Eine Vorstellung vom Ausmaß des Problems für die herrschende Klasse in Russland lässt sich aus der Tatsache gewinnen, dass die von Peter I. durchgeführte Volkszählung noch im Jahr 1718/19, lange nach der rechtlichen Konsolidierung der allgemeinen Leibeigenschaft, nicht weniger als 200.000 flüchtige Leibeigene zutage förderte , was etwa 3-4 Prozent der gesamten Untertanenbevölkerung entspricht und zu ihren früheren Herren repatriiert wurde. Siehe M. Ya. Volkov, „O Stanovlenii Absoliutizma v Rossii", Istoriya SSSR, Januar 1970, S. 104.


auf dem es gegründet wurde, zeitgleich mit dem des Westens beim Übergang über die Leibeigenschaft.
Polen war wiederum die offensichtliche Ausnahme von der Logik dieses Prozesses.
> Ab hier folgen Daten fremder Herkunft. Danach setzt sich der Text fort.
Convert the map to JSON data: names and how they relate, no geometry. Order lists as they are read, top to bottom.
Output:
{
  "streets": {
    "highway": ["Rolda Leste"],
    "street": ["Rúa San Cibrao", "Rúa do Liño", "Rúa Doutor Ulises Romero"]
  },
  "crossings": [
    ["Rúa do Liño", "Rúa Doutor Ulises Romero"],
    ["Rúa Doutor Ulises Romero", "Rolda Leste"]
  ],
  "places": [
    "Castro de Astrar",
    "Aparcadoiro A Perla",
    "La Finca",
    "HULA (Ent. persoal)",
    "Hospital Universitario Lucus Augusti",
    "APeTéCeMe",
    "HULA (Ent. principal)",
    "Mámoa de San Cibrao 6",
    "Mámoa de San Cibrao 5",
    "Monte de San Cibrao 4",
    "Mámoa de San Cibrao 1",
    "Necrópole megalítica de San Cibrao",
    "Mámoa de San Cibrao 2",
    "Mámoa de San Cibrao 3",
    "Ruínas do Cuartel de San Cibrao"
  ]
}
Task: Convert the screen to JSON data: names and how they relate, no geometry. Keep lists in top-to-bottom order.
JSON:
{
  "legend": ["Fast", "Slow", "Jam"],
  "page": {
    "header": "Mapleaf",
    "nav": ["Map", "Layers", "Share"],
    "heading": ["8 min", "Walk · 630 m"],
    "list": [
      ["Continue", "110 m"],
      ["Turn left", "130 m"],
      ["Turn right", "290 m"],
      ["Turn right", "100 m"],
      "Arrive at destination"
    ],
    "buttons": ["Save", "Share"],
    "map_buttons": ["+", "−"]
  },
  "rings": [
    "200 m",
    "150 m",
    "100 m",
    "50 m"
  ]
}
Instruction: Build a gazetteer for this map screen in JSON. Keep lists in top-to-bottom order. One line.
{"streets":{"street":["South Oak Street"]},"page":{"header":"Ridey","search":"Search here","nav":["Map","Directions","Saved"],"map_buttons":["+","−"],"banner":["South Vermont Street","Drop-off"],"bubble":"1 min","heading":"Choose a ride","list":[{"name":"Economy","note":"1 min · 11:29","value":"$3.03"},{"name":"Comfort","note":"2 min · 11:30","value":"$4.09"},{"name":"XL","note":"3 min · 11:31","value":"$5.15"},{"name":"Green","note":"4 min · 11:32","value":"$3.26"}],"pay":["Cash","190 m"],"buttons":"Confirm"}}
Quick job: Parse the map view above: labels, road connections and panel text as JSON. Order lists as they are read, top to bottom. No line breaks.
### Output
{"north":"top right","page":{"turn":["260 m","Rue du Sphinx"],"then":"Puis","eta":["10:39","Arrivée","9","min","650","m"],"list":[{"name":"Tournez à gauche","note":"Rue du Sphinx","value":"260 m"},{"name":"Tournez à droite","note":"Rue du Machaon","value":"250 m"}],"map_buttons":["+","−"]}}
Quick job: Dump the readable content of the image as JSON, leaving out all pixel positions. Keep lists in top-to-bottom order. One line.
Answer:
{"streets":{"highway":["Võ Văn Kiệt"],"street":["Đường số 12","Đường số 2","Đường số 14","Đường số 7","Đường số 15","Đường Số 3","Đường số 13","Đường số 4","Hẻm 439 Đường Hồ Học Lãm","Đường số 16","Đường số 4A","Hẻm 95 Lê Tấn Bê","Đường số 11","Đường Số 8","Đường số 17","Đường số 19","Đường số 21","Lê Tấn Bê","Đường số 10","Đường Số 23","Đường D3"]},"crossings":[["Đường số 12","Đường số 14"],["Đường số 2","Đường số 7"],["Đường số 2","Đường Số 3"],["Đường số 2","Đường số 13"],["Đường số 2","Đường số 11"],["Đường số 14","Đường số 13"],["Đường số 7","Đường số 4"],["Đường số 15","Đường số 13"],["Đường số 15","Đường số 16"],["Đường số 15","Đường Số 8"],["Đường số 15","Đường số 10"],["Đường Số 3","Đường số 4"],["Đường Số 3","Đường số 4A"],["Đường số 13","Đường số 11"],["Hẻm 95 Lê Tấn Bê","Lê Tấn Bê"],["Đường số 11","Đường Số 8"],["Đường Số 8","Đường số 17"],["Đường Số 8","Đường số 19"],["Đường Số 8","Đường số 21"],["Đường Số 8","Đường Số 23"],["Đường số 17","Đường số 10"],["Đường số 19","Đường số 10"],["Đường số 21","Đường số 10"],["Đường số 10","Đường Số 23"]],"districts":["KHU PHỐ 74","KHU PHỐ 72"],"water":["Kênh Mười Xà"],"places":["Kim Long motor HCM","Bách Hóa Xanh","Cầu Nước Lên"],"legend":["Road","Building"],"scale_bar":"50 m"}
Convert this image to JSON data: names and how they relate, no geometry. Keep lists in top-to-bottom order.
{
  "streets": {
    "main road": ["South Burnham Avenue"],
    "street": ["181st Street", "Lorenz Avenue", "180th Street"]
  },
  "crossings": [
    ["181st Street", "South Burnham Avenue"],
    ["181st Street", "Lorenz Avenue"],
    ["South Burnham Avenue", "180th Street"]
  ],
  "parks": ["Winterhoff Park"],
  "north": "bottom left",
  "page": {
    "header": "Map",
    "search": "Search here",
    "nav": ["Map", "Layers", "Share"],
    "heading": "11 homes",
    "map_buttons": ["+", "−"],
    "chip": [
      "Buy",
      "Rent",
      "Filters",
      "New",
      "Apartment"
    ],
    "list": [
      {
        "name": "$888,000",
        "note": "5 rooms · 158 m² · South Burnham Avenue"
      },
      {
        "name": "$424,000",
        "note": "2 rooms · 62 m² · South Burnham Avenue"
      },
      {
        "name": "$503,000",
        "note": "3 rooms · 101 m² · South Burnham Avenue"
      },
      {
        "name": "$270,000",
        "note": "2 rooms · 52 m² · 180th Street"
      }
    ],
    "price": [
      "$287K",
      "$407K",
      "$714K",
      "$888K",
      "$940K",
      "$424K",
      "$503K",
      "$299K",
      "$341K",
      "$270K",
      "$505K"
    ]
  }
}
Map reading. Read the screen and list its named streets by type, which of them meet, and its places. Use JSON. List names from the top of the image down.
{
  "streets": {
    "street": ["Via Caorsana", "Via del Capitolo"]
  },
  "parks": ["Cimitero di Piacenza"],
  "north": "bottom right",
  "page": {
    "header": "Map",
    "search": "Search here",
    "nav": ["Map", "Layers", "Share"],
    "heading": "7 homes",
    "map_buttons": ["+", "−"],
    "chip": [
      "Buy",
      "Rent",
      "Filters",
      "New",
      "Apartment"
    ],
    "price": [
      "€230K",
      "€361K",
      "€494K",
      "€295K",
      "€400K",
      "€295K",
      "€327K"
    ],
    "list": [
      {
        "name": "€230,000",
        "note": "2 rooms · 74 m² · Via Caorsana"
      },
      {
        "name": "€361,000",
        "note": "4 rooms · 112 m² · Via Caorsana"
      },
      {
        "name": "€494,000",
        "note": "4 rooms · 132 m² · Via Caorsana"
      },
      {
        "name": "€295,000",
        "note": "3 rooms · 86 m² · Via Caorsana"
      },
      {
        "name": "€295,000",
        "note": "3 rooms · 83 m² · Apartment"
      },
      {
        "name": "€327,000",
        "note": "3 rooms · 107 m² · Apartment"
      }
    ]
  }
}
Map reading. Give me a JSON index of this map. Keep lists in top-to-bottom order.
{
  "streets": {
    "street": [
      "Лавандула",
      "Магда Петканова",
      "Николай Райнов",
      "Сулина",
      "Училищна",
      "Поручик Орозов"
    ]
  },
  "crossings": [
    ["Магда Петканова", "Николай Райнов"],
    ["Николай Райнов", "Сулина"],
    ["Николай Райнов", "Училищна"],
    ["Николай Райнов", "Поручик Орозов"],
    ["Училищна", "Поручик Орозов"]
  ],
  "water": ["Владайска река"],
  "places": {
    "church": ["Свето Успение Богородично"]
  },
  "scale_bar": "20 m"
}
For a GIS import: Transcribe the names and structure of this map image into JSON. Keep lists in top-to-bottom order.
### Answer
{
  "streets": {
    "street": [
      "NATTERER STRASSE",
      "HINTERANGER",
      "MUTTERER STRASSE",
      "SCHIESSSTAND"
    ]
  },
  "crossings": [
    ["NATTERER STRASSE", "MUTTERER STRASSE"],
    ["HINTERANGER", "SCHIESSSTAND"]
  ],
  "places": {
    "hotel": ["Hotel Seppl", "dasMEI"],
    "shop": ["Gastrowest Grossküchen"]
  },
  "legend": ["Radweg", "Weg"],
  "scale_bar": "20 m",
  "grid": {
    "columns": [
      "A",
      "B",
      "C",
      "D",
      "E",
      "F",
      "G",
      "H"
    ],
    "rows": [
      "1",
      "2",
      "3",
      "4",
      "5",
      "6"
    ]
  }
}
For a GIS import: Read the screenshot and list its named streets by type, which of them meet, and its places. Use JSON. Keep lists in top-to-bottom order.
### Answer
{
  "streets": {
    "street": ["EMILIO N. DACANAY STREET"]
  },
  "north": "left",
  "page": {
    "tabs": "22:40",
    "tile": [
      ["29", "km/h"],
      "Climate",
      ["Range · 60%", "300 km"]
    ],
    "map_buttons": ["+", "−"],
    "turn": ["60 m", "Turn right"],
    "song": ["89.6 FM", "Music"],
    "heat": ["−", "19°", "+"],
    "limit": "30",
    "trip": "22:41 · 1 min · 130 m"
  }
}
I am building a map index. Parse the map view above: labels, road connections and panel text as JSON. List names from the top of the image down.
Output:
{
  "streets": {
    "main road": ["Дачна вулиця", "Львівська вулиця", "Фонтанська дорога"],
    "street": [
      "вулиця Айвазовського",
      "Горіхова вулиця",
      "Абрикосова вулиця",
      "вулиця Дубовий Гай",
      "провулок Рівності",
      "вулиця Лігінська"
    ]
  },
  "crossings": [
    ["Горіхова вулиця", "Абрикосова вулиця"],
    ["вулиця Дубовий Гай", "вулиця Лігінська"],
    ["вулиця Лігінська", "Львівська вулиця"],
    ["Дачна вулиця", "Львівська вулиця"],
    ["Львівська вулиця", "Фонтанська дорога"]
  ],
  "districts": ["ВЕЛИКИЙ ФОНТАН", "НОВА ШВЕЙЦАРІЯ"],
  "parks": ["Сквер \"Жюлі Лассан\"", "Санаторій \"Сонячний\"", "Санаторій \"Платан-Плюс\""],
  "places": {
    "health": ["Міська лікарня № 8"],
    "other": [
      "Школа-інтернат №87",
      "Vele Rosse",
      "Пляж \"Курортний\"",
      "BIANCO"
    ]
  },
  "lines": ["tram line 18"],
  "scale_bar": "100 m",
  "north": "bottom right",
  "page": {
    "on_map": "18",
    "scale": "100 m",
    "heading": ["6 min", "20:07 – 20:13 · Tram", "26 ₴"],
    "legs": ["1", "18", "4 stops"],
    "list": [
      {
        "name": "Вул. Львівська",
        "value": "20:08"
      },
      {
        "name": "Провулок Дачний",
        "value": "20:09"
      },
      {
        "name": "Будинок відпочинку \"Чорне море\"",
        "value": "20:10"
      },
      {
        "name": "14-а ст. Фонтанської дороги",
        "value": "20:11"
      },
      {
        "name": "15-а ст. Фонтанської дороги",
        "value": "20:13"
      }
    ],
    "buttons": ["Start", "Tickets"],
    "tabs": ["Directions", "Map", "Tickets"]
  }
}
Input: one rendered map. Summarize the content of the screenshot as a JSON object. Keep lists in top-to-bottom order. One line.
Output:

Aber so wie es äußerlich die Strafe der schwedischen Sintflut dafür bezahlte, dass es keinen Absolutismus hervorbrachte, so war innerlich der Preis für sein Scheitern der größte Bauernaufstand der Epoche – die Tortur der Ukrainischen Revolution von 1648, die es ein Drittel seines Lebens kostete Territorium und versetzte der Moral und Tapferkeit einen Schlag, von dem es sich nie vollständig erholte: Das war in der Tat der unmittelbare Auftakt zum Schwedenkrieg, mit dem es zusammenarbeitete. Der besondere Charakter der Ukrainischen Revolution war das direkte Ergebnis des Grundproblems der Mobilität und Flucht der Bauern im Osten.40 Denn es handelte sich um einen Aufstand, der von relativ privilegierten „Kosaken" im Dnjepr-Gebiet ausgelöst wurde, die ursprünglich flüchtige Russen oder Russen waren Ruthenische Bauern oder tscherkessische Hochländer, die sich in den weiten Grenzgebieten zwischen Polen, Russland und dem tatarischen Khanat der Krim niedergelassen hatten. In diesen Niemandsländern hatten sie eine halbnomadische, reiterliche Lebensweise angenommen, die der der Tataren ähnelte, gegen die sie üblicherweise kämpften. Im Laufe der Zeit hatte sich in den Kosakengemeinschaften eine komplexe soziale Struktur entwickelt. Ihr politisches und militärisches Zentrum wurde die befestigte Insel oder See unterhalb der Stromschnellen des Dnjepr, die 1557 angelegt wurde und ein Kriegerlager bildete, das in Regimentern organisiert war, die Delegierte in einen Offiziersrat oder Starshina wählten, der wiederum einen Oberbefehlshaber wählte Hetman. Außerhalb des Saporosche-Sees vermischten sich umherziehende Banden von Räubern und Förstern mit sesshaften Bauerndörfern unter der Herrschaft ihrer eigenen Ältesten. Als der polnische Adel bei seiner Expansion in die Ukraine auf diese Gemeinschaften traf, hielt er es für notwendig, die Streitkräfte der Zaporozhian-Kosaken in einer begrenzten Anzahl „registrierter" Regimenter zu dulden, die technisch unter polnischem Kommando standen. Kosakentruppen wurden als berittene Hilfstruppen in polnischen Feldzügen nach Moldawien, Livland und Russland eingesetzt, und erfolgreiche Offiziere bildeten eine wohlhabende Elite, die die einfachen Kosaken dominierte und manchmal schließlich selbst polnische Adlige wurde.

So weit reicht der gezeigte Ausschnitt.